The East African Breweries Limited (EABL) on Wednesday posted a 39% decline in net profit for the full year ended June 30 to Ksh7 billion down from Ksh11.5 billion on COVID-19 movement restrictions.
The Nairobi Securities Exchange (NSE) listed firm recorded a 9% decline in net sales with a 10% growth recorded in the first half of the year being offset by a 29% drop recorded during the second half.
EABL’s profit for the period under review is the lowest recorded in a six-year period and a step back from three consecutive double-digit halves of growth.
“The first half of 2020 was characterized by a stable operating environment which resulted in EABL reporting volume growth of 5%, sales growth of 10% and operating profit growth of 9% versus the prior period,” said EABL Chief Executive Andrew Cowan.
“This trend was sustained through February 2020. In March, governments put in place measures to contain the virus.

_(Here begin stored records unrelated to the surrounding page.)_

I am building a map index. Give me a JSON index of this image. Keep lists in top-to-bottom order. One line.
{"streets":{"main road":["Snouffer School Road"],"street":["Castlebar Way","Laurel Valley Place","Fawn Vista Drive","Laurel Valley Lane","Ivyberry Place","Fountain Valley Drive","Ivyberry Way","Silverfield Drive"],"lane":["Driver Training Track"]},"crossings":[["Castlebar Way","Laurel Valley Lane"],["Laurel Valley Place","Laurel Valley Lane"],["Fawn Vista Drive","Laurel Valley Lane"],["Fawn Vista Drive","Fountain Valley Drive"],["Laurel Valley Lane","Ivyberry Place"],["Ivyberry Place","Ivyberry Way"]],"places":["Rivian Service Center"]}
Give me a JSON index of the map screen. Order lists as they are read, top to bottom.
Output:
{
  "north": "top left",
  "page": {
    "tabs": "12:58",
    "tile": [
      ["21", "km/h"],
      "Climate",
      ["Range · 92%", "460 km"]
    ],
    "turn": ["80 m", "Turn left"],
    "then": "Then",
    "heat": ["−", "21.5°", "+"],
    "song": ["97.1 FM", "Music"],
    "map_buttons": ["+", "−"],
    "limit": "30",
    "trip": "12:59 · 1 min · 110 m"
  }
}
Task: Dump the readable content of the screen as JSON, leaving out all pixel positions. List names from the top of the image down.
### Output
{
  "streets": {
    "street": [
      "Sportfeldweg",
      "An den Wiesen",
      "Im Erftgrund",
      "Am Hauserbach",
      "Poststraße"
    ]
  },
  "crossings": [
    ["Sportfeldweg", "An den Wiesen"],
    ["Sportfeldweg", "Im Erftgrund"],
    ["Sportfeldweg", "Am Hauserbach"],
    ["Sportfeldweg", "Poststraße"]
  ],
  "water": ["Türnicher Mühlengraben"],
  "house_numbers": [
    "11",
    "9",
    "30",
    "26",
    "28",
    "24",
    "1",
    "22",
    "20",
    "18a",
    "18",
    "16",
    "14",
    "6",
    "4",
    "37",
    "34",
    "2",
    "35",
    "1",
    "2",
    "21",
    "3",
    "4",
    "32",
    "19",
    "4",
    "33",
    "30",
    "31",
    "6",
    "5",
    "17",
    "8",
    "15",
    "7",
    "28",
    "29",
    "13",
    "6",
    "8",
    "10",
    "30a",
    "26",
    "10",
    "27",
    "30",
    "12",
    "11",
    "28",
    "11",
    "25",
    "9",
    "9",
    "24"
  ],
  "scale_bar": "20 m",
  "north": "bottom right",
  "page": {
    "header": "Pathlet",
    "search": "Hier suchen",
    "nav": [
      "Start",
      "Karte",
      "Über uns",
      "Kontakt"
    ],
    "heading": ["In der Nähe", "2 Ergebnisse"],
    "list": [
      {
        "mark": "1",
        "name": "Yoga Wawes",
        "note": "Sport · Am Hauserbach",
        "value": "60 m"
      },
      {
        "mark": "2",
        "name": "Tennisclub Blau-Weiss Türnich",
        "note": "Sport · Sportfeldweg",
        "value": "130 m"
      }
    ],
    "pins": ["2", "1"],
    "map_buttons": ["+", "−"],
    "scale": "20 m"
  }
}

As a result, there was a significant decline in sales following the closure of outlets and restriction of movement primarily in Kenya and Uganda,” he added.
Cowan said the brewer has been forced to manage capital tightly in light of the prevailing circumstances, reducing discretionary expenditure and reallocating resources such as advertising and promotion (A&P) spend to new and emerging channels to serve consumers safely.
“During this unwelcome pandemic, our top priority has been to safeguard the health and well-being of our people and support our communities, while taking necessary action to protect our business. Across the markets we have tracked changes in consumer behaviour and repurposed our execution plans in trade to continue serving our consumers where safe and possible to do so,” said EABL Group MD and CEO, Andrew Cowan.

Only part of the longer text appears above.